Cheat Sheet for Access Modes:
- "r": Opens the file in read-only mode. Starts reading from the beginning of the file and is the default mode for the open() function.
- "w": Opens in write-only mode. The pointer is placed at the beginning of the file and this will overwrite any existing file with the same name. It will create a new file if one with the same name doesn't exist.
- "a": Opens a file for appending new information to it. The pointer is placed at the end of the file. A new file is created if one with the same name doesn't exist.
- "r+": Opens a file for reading and writing, placing the pointer at the beginning of the file.
- "a+": Opens a file for both appending and reading.

In [2]:
# Open files in write-only mode, create a new file if the specified file does not exit
file = open("text.txt", "w")
print("File Name: " + str(file.name))
print("File Close or Not: " + str(file.closed))
print("File Access Mode: " + str(file.mode))

File Name: text.txt
File Close or Not: False
File Access Mode: w


In [3]:
# Close files
file.close()  # Why CLOSE?? Free up space in RAM, unable to see the edits

#### Read and Write to Files

In [4]:
# Open and write to files

# Step 1: open/create the file you want to write to
f = open("text.txt", "a")  # Append mode: pointer placed at the end of the file

# Step 2: use write() function to add centents in the file under "append" mode
f.write("Let's add some numbers!\n")

# Use a for loop to append 10 numbers: 0 ~ 9 
for i in range(10):
    f.write(str(i)+"\n")

# Step 3: close the file
f.close()

In [5]:
# Read files
f = open("text.txt", "r+")
print(f.read())

# Close your file!!
f.close()

Let's add some numbers!
0
1
2
3
4
5
6
7
8
9



#### Best Practice to Work with Files: Use Context Manager

In [6]:
# Open a .txt file use context manager
with open('text.txt', 'r') as f:
    # f_string = f.read()  # read in the entire content in the file as string
    f_list = f.readlines()  # read in the entire content in the file as list

In [7]:
# Convert a text file to a list where each element in the list corresponding to a line in the text file
f_content = []
with open('text.txt', 'r') as f:
    for line in f:
        f_content.append(line.strip())
f_content

["Let's add some numbers!", '0', '1', '2', '3', '4', '5', '6', '7', '8', '9']
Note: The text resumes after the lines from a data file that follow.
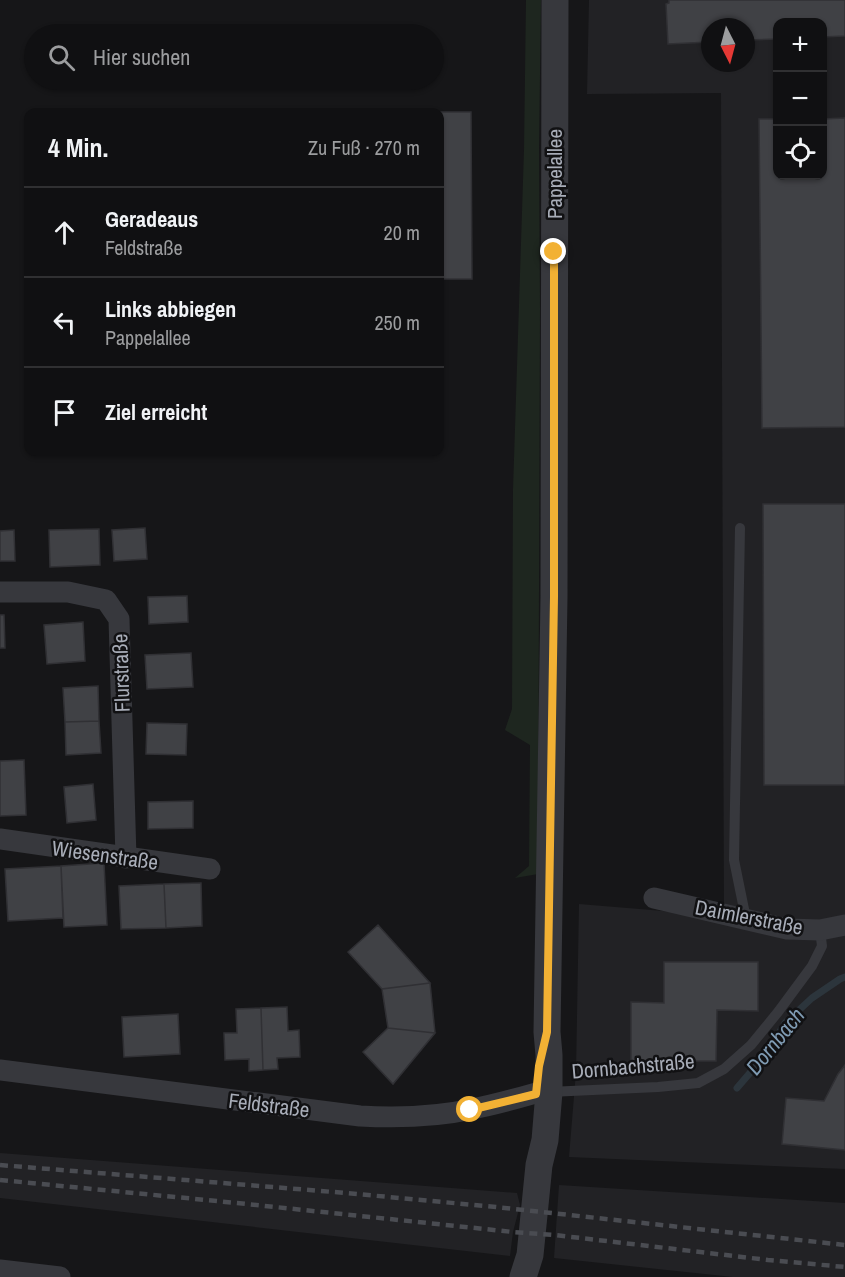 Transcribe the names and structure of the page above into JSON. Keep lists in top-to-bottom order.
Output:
{
  "streets": {
    "street": [
      "Pappelallee",
      "Flurstraße",
      "Wiesenstraße",
      "Daimlerstraße",
      "Feldstraße"
    ],
    "lane": ["Dornbachstraße"]
  },
  "crossings": [
    ["Pappelallee", "Dornbachstraße"],
    ["Pappelallee", "Feldstraße"],
    ["Flurstraße", "Wiesenstraße"],
    ["Daimlerstraße", "Dornbachstraße"],
    ["Dornbachstraße", "Feldstraße"]
  ],
  "water": ["Dornbach"],
  "north": "bottom",
  "page": {
    "map_buttons": ["+", "−"],
    "search": "Hier suchen",
    "heading": ["4 Min.", "Zu Fuß · 270 m"],
    "list": [
      ["Geradeaus", "Feldstraße", "20 m"],
      ["Links abbiegen", "Pappelallee", "250 m"],
      "Ziel erreicht"
    ]
  }
} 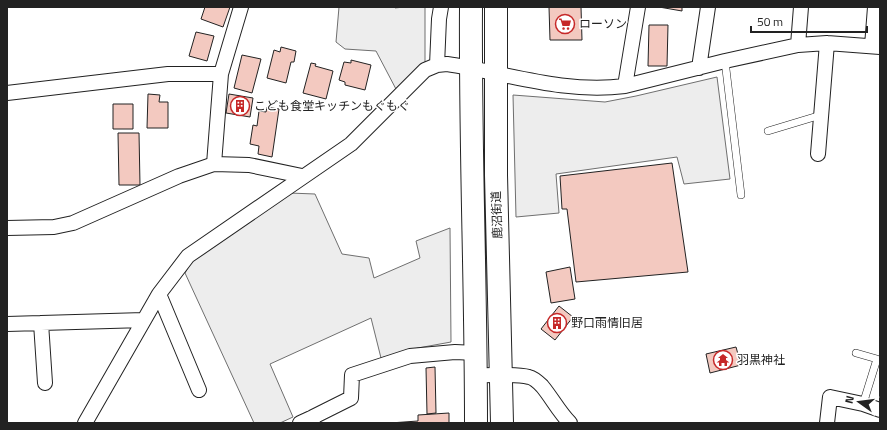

#### Another example working with json files using context manager

In [8]:
# import json package to get started
import json

# read file
with open('kids.json', 'r') as f:
    obj = json.load(f)  # load json file to a Python object
    print(type(obj))

<class 'dict'>


In [9]:
# TODO: Go to the kids.json file to see the structure and then run codes to see what they do
obj['Children']  # shows the value associated with the key "Children"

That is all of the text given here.